The Haitian government has signed a memorandum of understanding formally transferring control of the Port-au-Prince airport to the US. From the Guardian :
"Flights seeking permission to land continuously circle the airport, which is small, damaged and with a single runway, rankling several governments and aid agencies. "There are 200 flights going in and out every day, which is an incredible amount for a country like Haiti," Jarry Emmanuel, air logistics officer for the UN's World Food Programme, told the New York Times. "But most of those flights are for the United States military. Their priorities are to secure the country. Ours are to feed. We have got to get those priorities in sync."
France protested when an emergency field hospital was turned back. The foreign minister, Bernard Kouchner, said the airport was not for the international community but "an annexe of Washington", according to France's ambassador to Haiti, Didier Le Bret.
Brazil was also indignant when three flights were not allowed to land.
The Red Cross and Médecins Sans Frontières complained about flights with medical staff and equipment which were re-directed to the neighbouring Dominican Republic."
Obstructing assistance from other countries, refusing to allow people to escape, and sending in the military ... and right about now I'm guessing you're remembering the US relief efforts following Katrina.
Toronto Sun : Canada to take lead building 'New Haiti'
On January 25th, given he has nothing else to do til the Owelympic photo event, Steve is hosting a Haiti 'reconstruction' conference in Montreal for leaders from 16 countries which make up the Group of Friends of Haiti . While you're at it, here's something you guys can reconstruct ...
"In 1995, the IMF forced Haiti to cut its rice tariff from 35% to 3%, leading to a massive increase in rice-dumping from the United States. As a 2008 Jubilee USA report notes, although the country had once been a net exporter of rice, "by 2005, three out of every four plates of rice eaten in Haiti came from the US."

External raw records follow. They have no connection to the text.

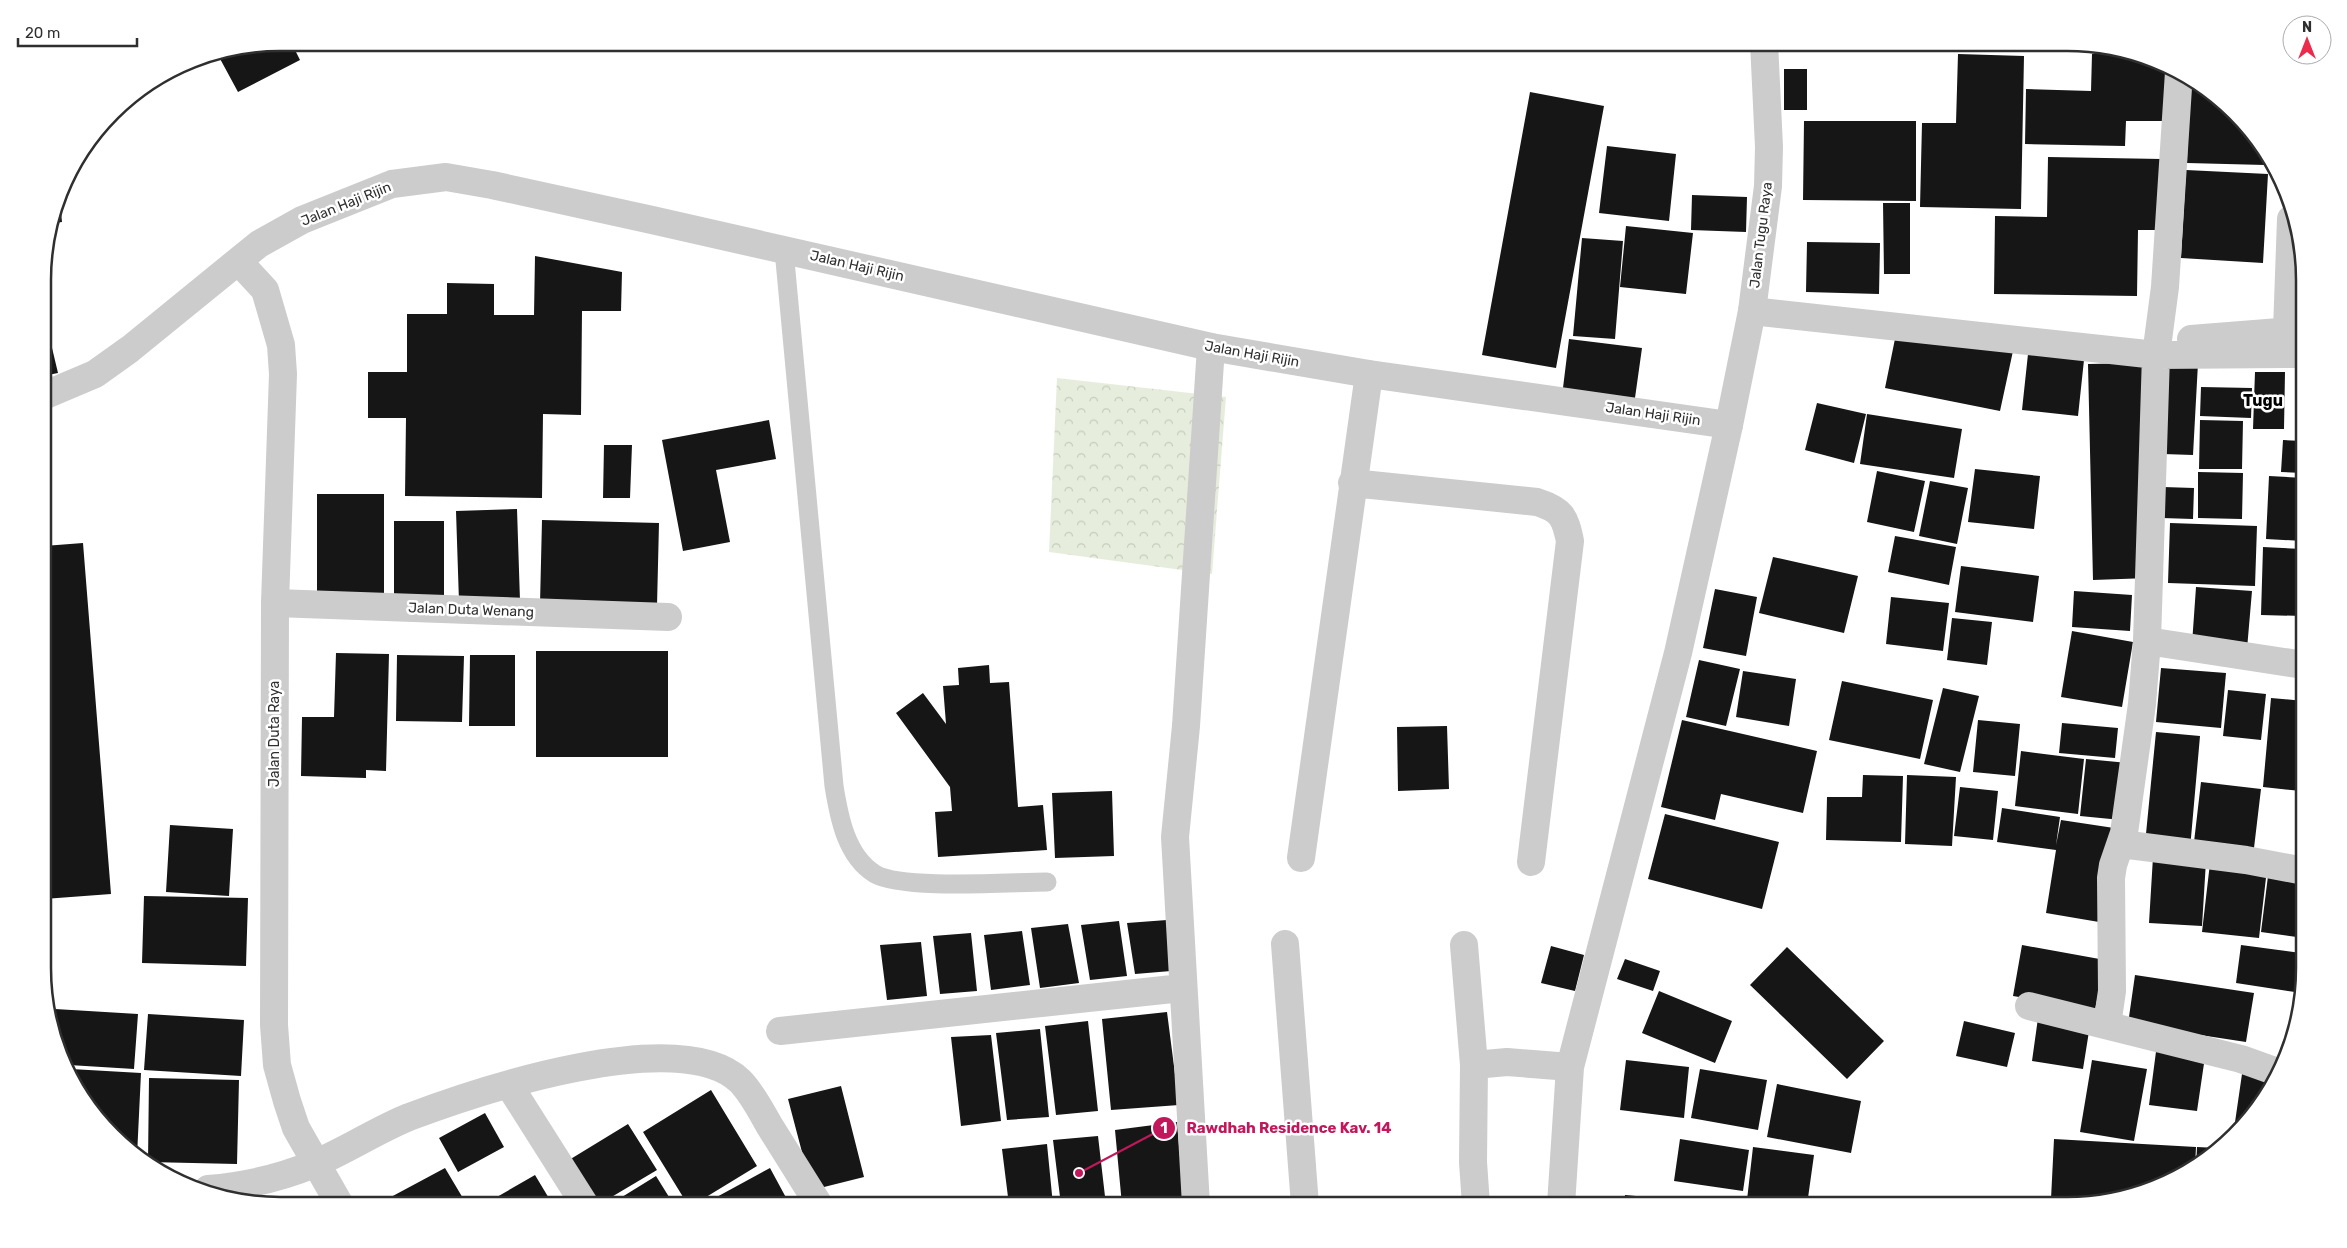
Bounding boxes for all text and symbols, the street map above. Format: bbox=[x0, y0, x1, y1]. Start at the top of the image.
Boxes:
scale bar bbox=[18, 15, 136, 47]
north arrow bbox=[2282, 15, 2332, 65]
text: N bbox=[2302, 19, 2312, 36]
text: 20 m bbox=[25, 24, 60, 42]
street label: Jalan Haji Rijin bbox=[298, 178, 394, 230]
street label: Jalan Tugu Raya bbox=[1746, 181, 1776, 289]
street label: Jalan Haji Rijin bbox=[808, 247, 906, 285]
street label: Jalan Haji Rijin bbox=[1203, 337, 1301, 371]
district label: Tugu bbox=[2243, 391, 2283, 410]
street label: Jalan Haji Rijin bbox=[1604, 399, 1702, 429]
street label: Jalan Duta Wenang bbox=[408, 599, 534, 621]
street label: Jalan Duta Raya bbox=[266, 681, 283, 787]
callout: Rawdhah Residence Kav. 14 bbox=[1151, 1113, 1401, 1143]
text: 1 bbox=[1160, 1119, 1168, 1137]
text: Rawdhah Residence Kav. 14 bbox=[1186, 1119, 1392, 1137]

During this period, USAID invested heavily in Haiti, but this charity came not in the form of grants to develop Haiti's agricultural infrastructure, but in direct food aid, furthering Haiti's dependence on foreign assistance while also funneling money back to US agribusiness."
Tuesday update. It's now been a week since the quake. It's probably safe to assume that more people will die from infection and going without food, water, or medical care for a week than died in the initial quake. Aid groups still being refused permission to land at the airport .... but wait! Headline in today's Star : Canada rides to the rescue in Haiti
2,000 more soldiers flooding into Haiti with navy ships to help with security, relief
CBC : "About 7,000 UN military peacekeepers and 2,100 international police are in Haiti. Ban said Monday he asked the UN Security Council to add 2,000 troops and 1,500 police.
About 180 tonnes of relief supplies arrived Saturday, but scores of people on the street say none of it is reaching them.
Geneva-based Doctors Without Borders said: "There is little sign of significant aid distribution."